Work to be completed:
Reproduce, character for character, the lines below from the first through the one with "position:absolute; left:627px; top:394px;". Leave pictures out.

Raw data:
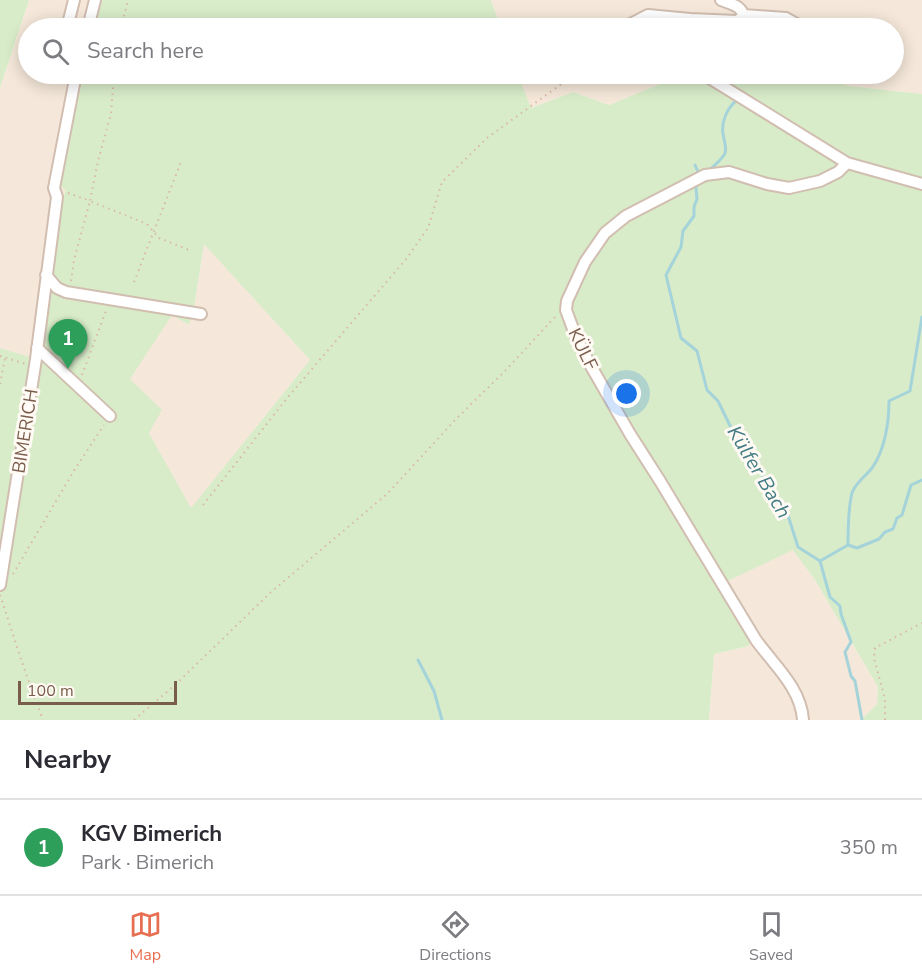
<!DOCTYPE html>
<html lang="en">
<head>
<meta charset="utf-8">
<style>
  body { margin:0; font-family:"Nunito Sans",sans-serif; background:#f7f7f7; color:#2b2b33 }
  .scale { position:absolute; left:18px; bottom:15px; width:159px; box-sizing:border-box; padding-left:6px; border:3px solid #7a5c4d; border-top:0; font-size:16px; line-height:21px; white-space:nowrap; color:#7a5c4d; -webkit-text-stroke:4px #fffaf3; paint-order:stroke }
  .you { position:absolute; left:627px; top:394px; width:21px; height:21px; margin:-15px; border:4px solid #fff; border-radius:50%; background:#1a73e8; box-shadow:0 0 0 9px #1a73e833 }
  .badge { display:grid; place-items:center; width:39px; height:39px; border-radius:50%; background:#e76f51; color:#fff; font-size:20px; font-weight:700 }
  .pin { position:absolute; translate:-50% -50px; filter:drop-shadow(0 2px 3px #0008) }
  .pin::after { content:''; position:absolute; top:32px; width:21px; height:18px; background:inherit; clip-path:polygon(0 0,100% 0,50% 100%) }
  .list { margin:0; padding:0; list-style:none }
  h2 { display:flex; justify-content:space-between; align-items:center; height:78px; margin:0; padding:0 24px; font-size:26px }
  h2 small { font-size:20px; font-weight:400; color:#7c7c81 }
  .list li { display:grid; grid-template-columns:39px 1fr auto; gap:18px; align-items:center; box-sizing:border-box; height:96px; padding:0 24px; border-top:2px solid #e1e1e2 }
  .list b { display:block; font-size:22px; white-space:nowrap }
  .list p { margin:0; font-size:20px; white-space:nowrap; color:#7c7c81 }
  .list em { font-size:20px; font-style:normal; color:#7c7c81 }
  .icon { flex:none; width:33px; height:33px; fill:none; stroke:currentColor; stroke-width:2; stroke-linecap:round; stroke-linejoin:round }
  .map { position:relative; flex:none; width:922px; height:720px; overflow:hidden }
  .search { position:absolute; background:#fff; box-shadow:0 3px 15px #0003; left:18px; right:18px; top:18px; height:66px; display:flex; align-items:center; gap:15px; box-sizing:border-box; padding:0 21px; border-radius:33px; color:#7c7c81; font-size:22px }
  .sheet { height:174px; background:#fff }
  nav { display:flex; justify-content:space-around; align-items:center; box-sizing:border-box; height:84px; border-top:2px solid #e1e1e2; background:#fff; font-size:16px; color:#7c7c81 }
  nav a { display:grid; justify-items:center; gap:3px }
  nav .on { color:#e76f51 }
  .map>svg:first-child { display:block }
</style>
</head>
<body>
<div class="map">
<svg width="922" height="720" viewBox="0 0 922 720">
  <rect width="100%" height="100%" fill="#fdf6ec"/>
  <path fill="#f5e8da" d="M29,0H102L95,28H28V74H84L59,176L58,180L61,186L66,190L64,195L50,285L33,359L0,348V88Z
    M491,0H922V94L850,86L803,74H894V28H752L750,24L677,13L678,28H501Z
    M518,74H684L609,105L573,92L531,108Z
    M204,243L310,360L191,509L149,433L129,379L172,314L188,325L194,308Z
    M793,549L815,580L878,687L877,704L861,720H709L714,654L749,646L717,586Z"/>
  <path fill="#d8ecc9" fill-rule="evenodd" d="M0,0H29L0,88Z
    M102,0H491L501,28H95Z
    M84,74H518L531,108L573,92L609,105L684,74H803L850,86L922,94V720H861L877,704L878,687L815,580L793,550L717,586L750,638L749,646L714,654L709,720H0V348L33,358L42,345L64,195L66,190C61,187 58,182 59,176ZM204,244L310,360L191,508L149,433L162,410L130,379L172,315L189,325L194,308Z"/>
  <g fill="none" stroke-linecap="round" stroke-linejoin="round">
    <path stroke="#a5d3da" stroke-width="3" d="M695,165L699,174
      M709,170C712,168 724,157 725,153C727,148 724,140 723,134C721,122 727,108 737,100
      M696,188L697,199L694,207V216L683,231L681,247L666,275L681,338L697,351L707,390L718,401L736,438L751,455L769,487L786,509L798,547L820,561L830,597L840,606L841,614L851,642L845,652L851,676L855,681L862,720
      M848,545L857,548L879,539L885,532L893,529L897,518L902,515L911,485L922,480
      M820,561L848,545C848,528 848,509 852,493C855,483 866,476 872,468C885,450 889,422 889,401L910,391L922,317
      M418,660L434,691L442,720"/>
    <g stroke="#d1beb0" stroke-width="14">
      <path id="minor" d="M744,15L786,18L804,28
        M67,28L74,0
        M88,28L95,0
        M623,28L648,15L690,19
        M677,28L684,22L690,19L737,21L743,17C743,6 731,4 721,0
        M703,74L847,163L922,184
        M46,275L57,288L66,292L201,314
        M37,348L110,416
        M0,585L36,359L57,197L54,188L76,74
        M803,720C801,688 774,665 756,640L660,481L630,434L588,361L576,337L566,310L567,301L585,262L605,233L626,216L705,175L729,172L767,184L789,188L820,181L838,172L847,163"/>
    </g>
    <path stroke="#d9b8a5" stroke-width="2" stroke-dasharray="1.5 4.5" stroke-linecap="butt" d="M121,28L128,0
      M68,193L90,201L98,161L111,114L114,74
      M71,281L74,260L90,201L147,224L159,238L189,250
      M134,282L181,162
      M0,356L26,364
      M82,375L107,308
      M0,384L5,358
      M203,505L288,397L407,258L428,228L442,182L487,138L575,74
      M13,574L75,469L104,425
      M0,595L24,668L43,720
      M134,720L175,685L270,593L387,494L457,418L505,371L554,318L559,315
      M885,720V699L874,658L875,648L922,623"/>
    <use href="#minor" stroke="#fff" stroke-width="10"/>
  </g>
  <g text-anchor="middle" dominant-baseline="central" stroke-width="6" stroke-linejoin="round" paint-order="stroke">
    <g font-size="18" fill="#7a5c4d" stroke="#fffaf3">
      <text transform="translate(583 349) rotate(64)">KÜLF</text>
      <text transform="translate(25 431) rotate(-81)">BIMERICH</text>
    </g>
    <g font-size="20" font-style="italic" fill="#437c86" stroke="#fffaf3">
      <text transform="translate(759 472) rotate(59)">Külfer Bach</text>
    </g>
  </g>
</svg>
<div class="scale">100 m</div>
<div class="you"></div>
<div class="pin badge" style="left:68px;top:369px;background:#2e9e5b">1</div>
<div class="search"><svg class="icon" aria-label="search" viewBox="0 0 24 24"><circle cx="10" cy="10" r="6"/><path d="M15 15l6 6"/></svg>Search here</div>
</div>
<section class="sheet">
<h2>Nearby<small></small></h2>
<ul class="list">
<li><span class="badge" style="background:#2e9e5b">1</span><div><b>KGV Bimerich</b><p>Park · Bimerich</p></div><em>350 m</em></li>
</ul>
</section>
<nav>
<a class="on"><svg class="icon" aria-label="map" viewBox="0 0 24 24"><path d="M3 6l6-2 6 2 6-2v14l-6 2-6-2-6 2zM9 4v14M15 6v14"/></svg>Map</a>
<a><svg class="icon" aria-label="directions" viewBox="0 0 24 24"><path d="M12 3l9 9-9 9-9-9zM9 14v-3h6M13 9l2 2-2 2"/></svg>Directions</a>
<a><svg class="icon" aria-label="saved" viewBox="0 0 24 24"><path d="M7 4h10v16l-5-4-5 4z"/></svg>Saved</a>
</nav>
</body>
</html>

Answer to this task:
<!DOCTYPE html>
<html lang="en">
<head>
<meta charset="utf-8">
<style>
  body { margin:0; font-family:"Nunito Sans",sans-serif; background:#f7f7f7; color:#2b2b33 }
  .scale { position:absolute; left:18px; bottom:15px; width:159px; box-sizing:border-box; padding-left:6px; border:3px solid #7a5c4d; border-top:0; font-size:16px; line-height:21px; white-space:nowrap; color:#7a5c4d; -webkit-text-stroke:4px #fffaf3; paint-order:stroke }
  .you { position:absolute; left:627px; top:394px; width:21px; height:21px; margin:-15px; border:4px solid #fff; border-radius:50%; background:#1a73e8; box-shadow:0 0 0 9px #1a73e833 }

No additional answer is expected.